INPUT DATA:
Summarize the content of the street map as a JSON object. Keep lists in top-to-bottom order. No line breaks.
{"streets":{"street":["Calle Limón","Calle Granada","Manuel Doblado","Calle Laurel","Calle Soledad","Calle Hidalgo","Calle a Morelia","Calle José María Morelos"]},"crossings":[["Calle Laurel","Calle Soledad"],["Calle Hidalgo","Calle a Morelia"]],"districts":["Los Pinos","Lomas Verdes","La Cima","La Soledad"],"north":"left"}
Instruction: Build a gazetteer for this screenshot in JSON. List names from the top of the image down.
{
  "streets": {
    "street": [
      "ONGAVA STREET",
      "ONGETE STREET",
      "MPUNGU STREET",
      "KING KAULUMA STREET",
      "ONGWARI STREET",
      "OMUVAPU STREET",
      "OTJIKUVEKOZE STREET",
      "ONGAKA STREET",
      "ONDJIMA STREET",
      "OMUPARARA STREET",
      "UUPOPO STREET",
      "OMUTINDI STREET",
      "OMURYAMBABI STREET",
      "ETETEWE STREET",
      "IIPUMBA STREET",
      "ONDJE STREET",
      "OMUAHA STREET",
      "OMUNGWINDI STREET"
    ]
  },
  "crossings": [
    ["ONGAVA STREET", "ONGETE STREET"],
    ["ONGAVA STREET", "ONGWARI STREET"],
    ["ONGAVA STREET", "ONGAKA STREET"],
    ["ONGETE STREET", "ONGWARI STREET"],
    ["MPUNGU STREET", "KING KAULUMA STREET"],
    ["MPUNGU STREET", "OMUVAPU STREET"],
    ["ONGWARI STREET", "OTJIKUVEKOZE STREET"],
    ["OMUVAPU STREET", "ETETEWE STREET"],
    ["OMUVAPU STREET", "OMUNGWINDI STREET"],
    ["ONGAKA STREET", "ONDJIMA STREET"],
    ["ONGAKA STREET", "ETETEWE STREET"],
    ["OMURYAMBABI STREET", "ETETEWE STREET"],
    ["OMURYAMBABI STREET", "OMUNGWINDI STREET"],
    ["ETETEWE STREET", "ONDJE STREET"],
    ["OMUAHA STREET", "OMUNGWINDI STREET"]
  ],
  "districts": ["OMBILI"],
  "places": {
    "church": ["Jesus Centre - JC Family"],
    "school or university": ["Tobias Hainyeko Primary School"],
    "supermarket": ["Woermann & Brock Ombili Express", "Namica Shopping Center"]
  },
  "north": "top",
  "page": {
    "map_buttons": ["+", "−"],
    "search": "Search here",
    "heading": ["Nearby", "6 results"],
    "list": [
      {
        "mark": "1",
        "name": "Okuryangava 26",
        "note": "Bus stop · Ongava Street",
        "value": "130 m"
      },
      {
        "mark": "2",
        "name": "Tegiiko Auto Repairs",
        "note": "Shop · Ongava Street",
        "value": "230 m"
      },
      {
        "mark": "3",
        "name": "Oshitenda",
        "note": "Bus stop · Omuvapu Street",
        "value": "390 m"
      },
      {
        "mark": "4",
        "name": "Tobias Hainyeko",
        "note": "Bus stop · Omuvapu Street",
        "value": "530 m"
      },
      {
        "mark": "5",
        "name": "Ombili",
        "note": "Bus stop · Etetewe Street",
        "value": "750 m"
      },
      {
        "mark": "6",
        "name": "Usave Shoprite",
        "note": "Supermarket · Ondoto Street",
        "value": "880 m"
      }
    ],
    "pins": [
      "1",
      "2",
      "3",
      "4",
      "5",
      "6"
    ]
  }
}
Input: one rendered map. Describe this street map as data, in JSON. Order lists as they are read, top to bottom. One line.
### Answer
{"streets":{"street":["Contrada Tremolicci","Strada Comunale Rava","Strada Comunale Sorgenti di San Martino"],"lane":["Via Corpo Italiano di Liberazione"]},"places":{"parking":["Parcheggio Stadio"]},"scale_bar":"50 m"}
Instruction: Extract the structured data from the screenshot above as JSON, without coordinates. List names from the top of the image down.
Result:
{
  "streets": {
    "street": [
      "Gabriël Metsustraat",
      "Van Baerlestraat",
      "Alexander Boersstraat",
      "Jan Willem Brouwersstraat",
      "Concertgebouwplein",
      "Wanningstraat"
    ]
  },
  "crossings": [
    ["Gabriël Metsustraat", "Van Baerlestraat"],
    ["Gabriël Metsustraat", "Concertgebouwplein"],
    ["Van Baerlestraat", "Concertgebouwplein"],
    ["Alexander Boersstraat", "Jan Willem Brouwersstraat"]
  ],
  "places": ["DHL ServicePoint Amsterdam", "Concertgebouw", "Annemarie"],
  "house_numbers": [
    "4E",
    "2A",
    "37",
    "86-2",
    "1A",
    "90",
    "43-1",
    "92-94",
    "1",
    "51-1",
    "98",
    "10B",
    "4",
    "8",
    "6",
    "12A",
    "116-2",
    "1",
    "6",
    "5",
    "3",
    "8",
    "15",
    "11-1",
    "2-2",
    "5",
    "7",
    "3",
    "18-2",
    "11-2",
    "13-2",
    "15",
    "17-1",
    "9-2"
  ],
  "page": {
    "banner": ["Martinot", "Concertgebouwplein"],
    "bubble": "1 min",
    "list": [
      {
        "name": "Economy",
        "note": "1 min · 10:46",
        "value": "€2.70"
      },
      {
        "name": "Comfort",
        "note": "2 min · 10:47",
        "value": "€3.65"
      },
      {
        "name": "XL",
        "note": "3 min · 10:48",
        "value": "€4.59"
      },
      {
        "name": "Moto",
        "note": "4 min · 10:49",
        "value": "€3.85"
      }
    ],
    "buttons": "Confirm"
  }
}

GOAL OF THE EXERCISE: When a line in the listing above holds "OMURYAMBABI", include it in the tally; report only the tally.

WRITTEN RESPONSE: 3